All lines from the entries below that contain the string "controls" should be copied out.

───── Information ─────

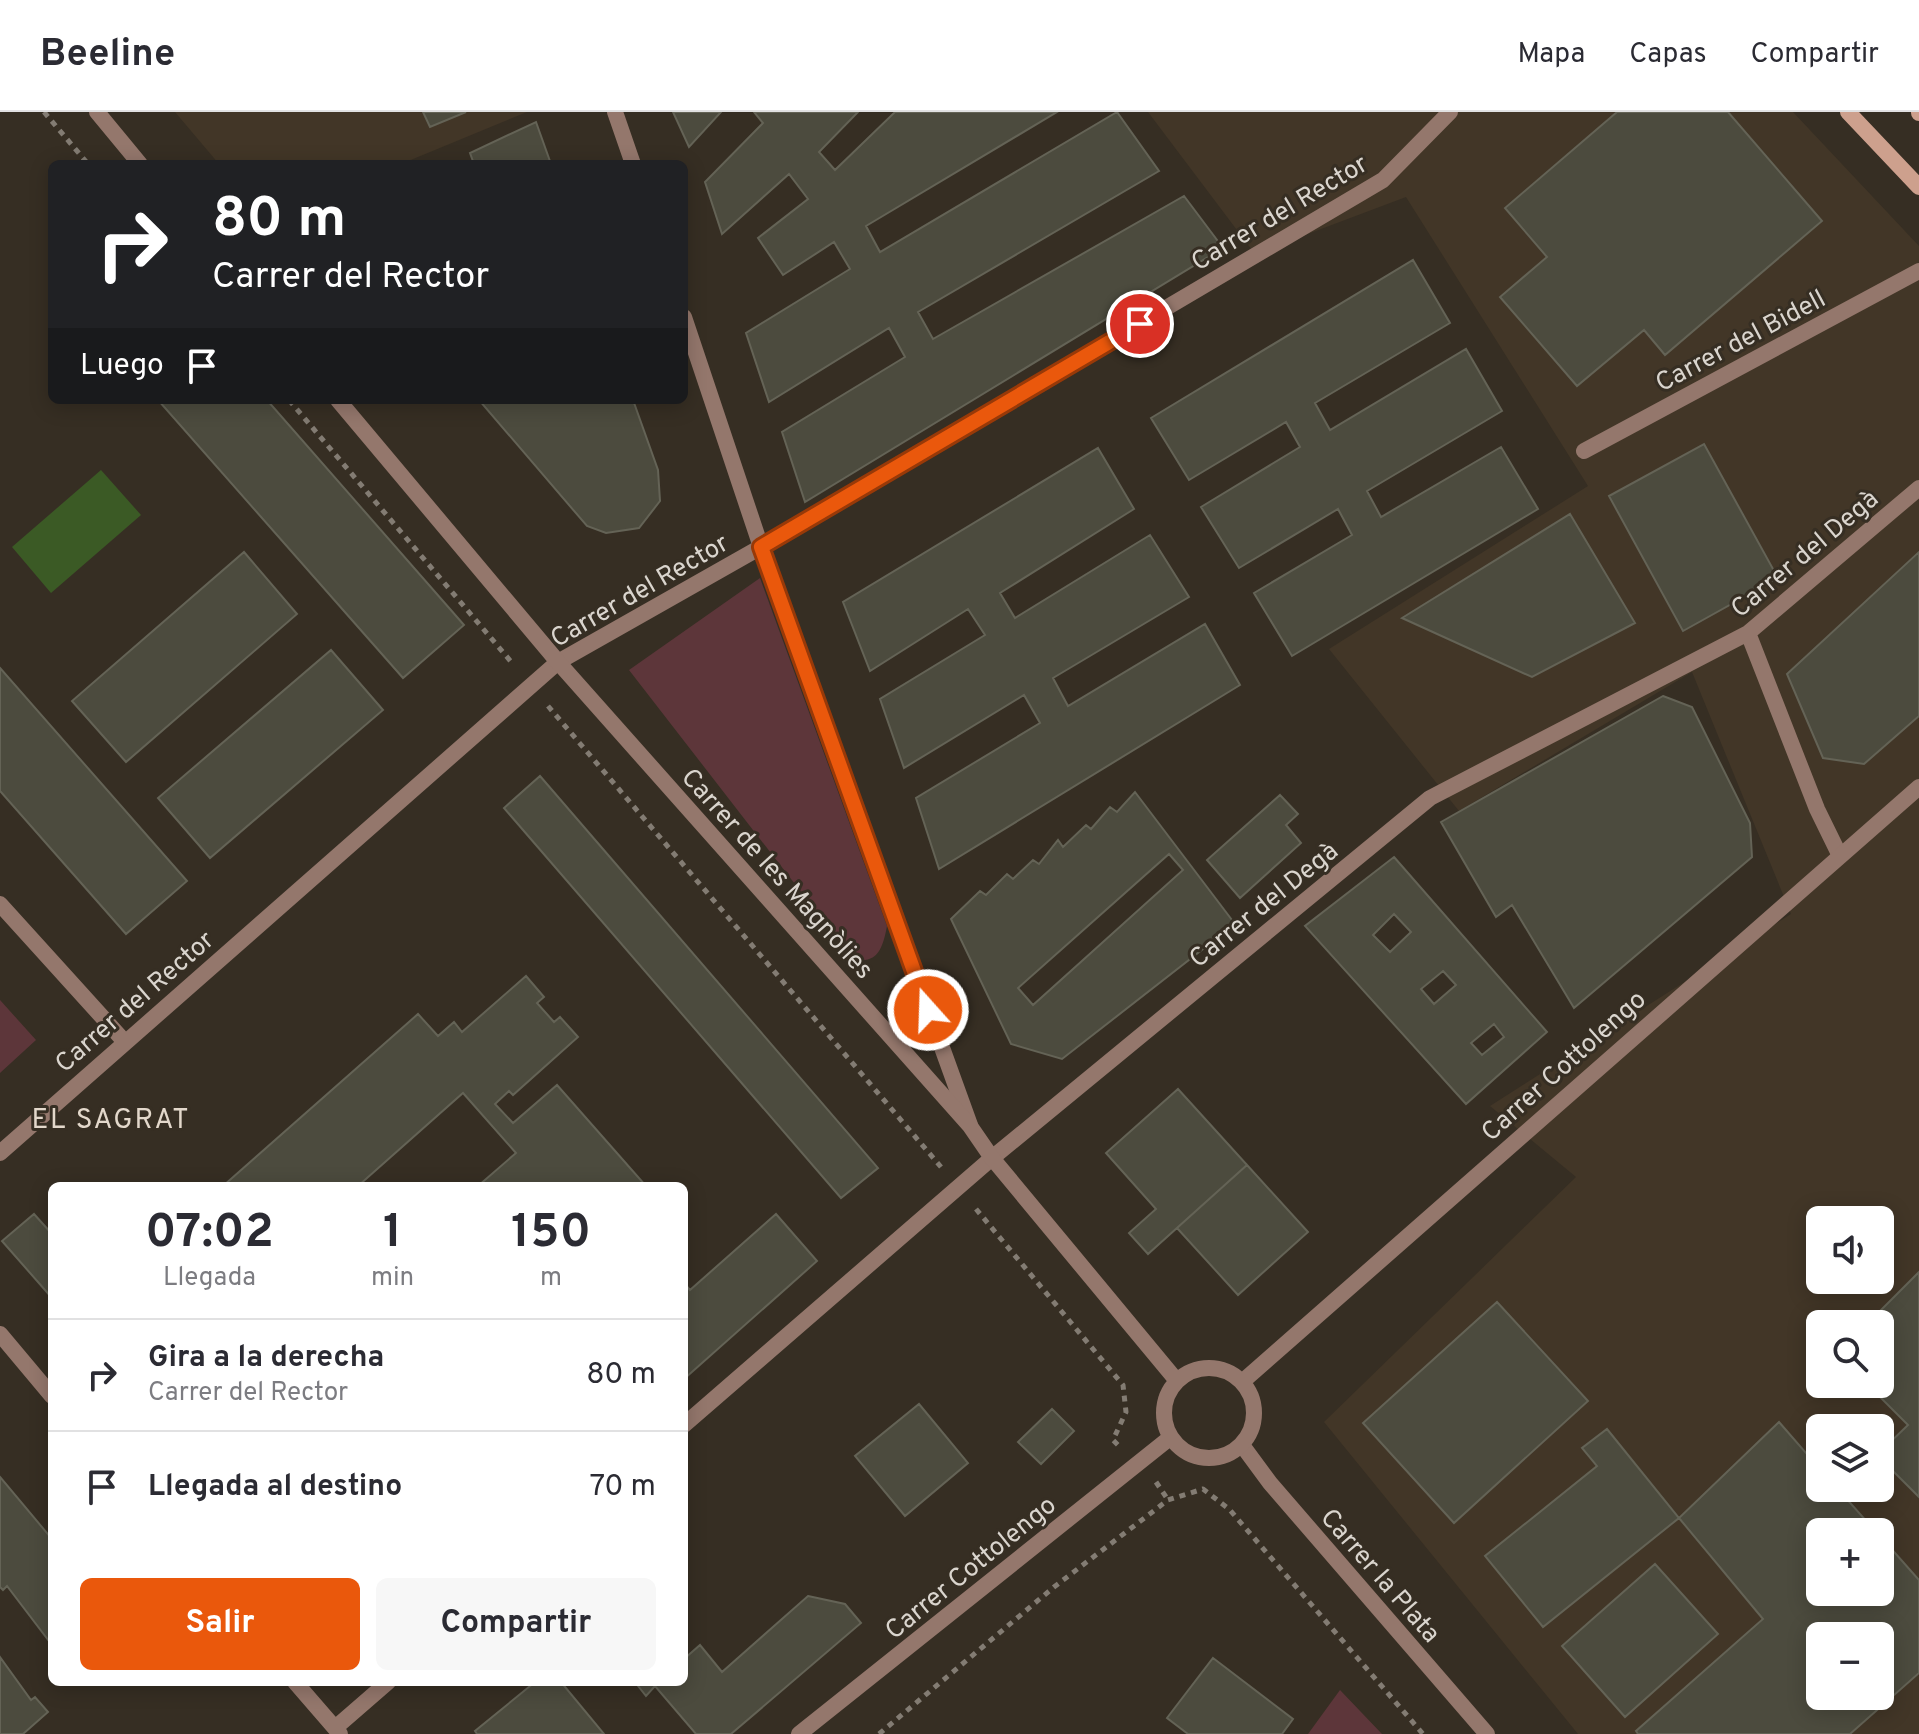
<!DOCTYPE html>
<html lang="es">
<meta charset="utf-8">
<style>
:root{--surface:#fff;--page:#f7f7f7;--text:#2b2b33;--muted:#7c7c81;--line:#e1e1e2;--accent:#ea580c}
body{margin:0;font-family:Overpass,sans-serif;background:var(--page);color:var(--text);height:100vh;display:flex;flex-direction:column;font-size:30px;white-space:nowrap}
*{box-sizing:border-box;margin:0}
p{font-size:26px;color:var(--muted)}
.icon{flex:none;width:44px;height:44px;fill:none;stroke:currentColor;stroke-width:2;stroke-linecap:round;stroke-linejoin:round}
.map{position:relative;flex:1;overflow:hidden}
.sheet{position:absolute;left:48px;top:1070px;width:640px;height:504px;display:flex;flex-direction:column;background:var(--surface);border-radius:12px;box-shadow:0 4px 20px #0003}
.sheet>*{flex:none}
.hud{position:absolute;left:48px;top:48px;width:640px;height:244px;border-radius:12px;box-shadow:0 4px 20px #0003;background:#202124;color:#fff;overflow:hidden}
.controls{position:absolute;left:1806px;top:1094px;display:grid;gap:16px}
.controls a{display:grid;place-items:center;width:88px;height:88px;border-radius:12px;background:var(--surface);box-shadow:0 4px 20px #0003;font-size:40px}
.pin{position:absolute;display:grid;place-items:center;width:68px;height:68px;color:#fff;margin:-34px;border:4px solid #fff;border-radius:50%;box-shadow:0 2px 8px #0007}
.me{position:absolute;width:88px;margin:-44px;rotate:340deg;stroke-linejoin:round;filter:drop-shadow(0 0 6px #0008)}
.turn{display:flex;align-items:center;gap:28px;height:168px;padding:0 32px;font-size:36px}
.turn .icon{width:104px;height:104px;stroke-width:2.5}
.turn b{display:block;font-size:56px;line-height:68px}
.then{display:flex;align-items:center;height:76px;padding:0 32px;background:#0003;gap:16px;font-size:30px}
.eta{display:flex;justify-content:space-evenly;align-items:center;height:136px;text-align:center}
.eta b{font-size:48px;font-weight:700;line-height:56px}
.action{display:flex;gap:16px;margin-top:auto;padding:16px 32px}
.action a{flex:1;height:92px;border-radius:12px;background:var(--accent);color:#fff;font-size:32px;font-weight:700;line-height:92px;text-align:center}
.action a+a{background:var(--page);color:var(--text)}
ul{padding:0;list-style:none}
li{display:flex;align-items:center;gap:24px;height:112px;padding:0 32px;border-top:2px solid var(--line)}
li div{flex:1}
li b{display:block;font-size:30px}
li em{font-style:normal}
header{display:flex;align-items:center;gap:48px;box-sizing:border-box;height:112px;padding:0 40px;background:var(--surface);border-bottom:2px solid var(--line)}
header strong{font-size:38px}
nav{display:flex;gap:44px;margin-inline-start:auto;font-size:28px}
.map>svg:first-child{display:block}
</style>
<header>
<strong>Beeline</strong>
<nav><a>Mapa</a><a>Capas</a><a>Compartir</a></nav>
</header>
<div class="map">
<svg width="1919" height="1622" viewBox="0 0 1919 1622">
<rect width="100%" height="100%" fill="#362e23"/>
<!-- built -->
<path fill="#423627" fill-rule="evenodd" d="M175,0H527L401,52H219Z
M1148,0H1793L1919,134V1622H1578L1324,1310L1576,1065L1490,994L1791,802L1692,560L1459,699L1329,537L1588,374L1406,85L1255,142ZM1820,1108H1880V1168H1820ZM1820,1212H1880V1272H1820ZM1820,1316H1880V1376H1820ZM1820,1420H1880V1480H1820ZM1820,1524H1880V1584H1820Z"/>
<!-- green -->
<path fill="#5d363a" d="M760,466L887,814C883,835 878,853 853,847L629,558Z
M0,888L36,928L0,961Z
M1340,1578L1382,1622H1308Z"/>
<!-- water -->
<path fill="#3b5a25" d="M101,358L141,403L51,481L12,435Z"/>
<!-- building -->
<path fill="#4c4b3e" stroke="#646356" stroke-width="2" fill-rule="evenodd" d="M423,0H466L430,15Z
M673,0H721L689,35Z
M754,0H858L819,40L835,58L895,0H1057L866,114L880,140L1117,0L1159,59L918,200L933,227L1184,84L1223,136L805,390L782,320L905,245L889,216L769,290L746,221L850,157L834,130L783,163L758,126L808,87L789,62L722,122L705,70L763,11Z
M1617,0H1728L1822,109L1665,243L1644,218L1577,274L1500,185L1547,145L1505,96Z
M536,10L551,52H474L470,41Z
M1413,148L1450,211L1315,291L1330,318L1466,237L1502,299L1367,379L1381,405L1501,335L1538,397L1292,544L1254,481L1352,423L1338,397L1239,456L1201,395L1300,335L1286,310L1189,368L1151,306Z
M158,288H267L464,513L403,566Z
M479,288H633L658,358L660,389L639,416L606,421L587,414Z
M1704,332L1778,466L1683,519L1609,384Z
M1098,336L1134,397L1000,481L1015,506L1150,423L1189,485L1053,566L1068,594L1205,512L1240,573L939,757L916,686L1040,611L1024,583L904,656L880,587L985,523L968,497L870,559L843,490Z
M1570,402L1635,511L1532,565L1402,506Z
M244,440L297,502L126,650L72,589Z
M1919,440V604L1864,652L1823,646L1787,562Z
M331,538L383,598L210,746L158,686Z
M0,556L187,769L126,822L0,679Z
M1663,584L1692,595L1750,711L1752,745L1574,896L1512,793L1496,805L1441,710Z
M540,664L878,1056L841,1086L504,696Z
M1135,680L1235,812L1062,947L1011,932L951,807L980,779L986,783L1007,762L1013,767L1033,748L1039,752L1058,728L1063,735L1086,713L1091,717L1110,695L1117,700ZM1169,742L1183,758L1033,893L1018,876Z
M1280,683L1298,702L1286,713L1301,731L1240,786L1207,748Z
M1394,745L1547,920L1466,992L1305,814ZM1394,802L1411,820L1390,840L1373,823ZM1443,859L1456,873L1434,892L1421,877ZM1494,912L1504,925L1482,943L1471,931Z
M526,864L544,885L537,891L554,910L560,905L578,925L513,983L509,979L495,992L513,1011L557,973L646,1074H478L516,1041L463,981L358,1074H223L418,902L438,924L454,910L462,920Z
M1178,977L1247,1053L1148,1142L1129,1121L1156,1097L1106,1041Z
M1247,1053L1308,1120L1238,1183L1177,1116Z
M34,1102L52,1122V1186L2,1129Z
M776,1102L817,1149L684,1267V1171L690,1178Z
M1919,1160V1385L1880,1346V1340L1908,1313L1867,1272H1880V1212H1867Z
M1497,1190L1588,1289L1454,1411L1363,1311Z
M919,1292L968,1351L905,1404L855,1344Z
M1052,1297L1074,1319L1041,1352L1018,1330Z
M1779,1310L1820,1357V1376H1837L1876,1420H1820V1480H1880V1424L1919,1468V1561L1850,1622H1638L1636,1619L1763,1507L1679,1406ZM1820,1524H1880V1584H1820Z
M1607,1317L1679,1406L1543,1515L1485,1444L1597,1354L1582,1336Z
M0,1365L52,1427V1533L7,1474L3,1478L0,1475Z
M1655,1452L1718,1522L1625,1605L1562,1534Z
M808,1484L845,1492L861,1511L731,1622H696L655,1574L646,1584L635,1570H684V1547L700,1533L722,1560Z
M0,1545L31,1588L35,1585L48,1600L23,1622H0Z
M1213,1546L1293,1607L1282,1622H1188L1167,1606Z
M535,1570H561L604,1622H477L475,1619Z"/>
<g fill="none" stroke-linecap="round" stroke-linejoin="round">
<!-- path -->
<path stroke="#837c73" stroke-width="5" stroke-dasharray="6 6" stroke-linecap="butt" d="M44,0L88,52
M289,288L513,552
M548,594L941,1055
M976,1097L1123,1273L1126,1300L1113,1328L1118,1333
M1156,1370L1168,1388
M879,1622L1054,1475L1168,1388L1203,1377L1229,1397L1423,1622"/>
<!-- minor -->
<path stroke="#94776c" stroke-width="16" d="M615,0L633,52
M684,205L761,435L970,1013
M1584,339L1919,159
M1748,521L1817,697L1839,742
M0,792L124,929
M0,1041L558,550L761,435L1383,68L1450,0
M0,1222L52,1284
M684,1313L992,1046L1430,686L1748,521L1919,376
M1242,1333L1270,1371L1487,1622
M295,1570L340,1622
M335,1616L388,1570"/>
<!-- tertiary -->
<path stroke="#94776c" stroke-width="16" d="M97,0L140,52
M338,288L558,550L970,1014L992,1046L1177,1269
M1164 1301a45 45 0 1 1 90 0a45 45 0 1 1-90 0Z
M1242,1270L1919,675
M799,1622L1171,1325"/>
<!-- secondary -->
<path stroke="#cda08d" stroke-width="16" d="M1848,0L1919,75
M1919,0V1"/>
</g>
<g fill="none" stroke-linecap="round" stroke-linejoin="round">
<!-- route casing -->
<g stroke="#983908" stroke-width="20">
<path id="route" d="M928,898L761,435L1140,212"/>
</g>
<!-- route -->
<use href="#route" stroke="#ea580c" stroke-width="14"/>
</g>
<g text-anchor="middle" stroke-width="6" stroke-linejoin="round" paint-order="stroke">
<!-- street labels -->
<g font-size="26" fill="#dad5ce" stroke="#362e23">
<text transform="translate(1279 100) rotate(-31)" y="9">Carrer del Rector</text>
<text transform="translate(1740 228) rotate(-28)" y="9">Carrer del Bidell</text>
<text transform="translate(1804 441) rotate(-40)" y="9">Carrer del Degà</text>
<text transform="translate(639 478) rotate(-30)" y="9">Carrer del Rector</text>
<text transform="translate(778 761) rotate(48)" y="9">Carrer de les Magnòlies</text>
<text transform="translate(1263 792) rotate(-39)" y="9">Carrer del Degà</text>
<text transform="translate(134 889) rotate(-41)" y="9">Carrer del Rector</text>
<text transform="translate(1563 953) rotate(-42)" y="9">Carrer Cottolengo</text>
<text transform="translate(970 1455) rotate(-39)" y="9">Carrer Cottolengo</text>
<text transform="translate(1381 1463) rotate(49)" y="9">Carrer la Plata</text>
</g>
<!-- neighbourhood labels -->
<g font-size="28" letter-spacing="2" fill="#e3d8cb" stroke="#362e23">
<text x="111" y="1016">EL SAGRAT</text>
</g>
</g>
</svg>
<div class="controls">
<a><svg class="icon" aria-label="sound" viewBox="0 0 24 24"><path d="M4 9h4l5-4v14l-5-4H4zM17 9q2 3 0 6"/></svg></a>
<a><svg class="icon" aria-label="search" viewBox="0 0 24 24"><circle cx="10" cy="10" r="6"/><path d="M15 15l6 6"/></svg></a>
<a><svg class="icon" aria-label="layers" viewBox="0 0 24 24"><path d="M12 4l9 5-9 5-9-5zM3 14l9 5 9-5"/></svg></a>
<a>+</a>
<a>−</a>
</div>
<div class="pin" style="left:1140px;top:212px;background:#d93025"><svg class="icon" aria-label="arrive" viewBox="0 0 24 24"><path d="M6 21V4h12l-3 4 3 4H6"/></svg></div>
<svg class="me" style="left:928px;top:898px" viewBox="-20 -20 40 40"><circle r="17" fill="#ea580c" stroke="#fff" stroke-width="3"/><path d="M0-11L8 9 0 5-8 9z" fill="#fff"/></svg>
<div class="hud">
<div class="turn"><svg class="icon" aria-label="right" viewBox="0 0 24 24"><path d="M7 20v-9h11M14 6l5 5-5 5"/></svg><div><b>80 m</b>Carrer del Rector</div></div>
<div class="then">Luego<svg class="icon" aria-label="arrive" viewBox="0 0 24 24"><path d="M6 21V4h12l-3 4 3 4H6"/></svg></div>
</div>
<section class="sheet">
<div class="eta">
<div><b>07:02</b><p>Llegada</p></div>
<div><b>1</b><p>min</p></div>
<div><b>150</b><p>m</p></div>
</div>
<ul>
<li><svg class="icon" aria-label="right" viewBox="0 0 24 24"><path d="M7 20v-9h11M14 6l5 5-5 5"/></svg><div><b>Gira a la derecha</b><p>Carrer del Rector</p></div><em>80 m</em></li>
<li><svg class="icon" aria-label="arrive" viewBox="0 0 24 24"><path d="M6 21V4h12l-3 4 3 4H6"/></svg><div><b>Llegada al destino</b></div><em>70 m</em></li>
</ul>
<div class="action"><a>Salir</a><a>Compartir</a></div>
</section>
</div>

─────

# Answer space
.controls{position:absolute;left:1806px;top:1094px;display:grid;gap:16px}
.controls a{display:grid;place-items:center;width:88px;height:88px;border-radius:12px;background:var(--surface);box-shadow:0 4px 20px #0003;font-size:40px}
<div class="controls">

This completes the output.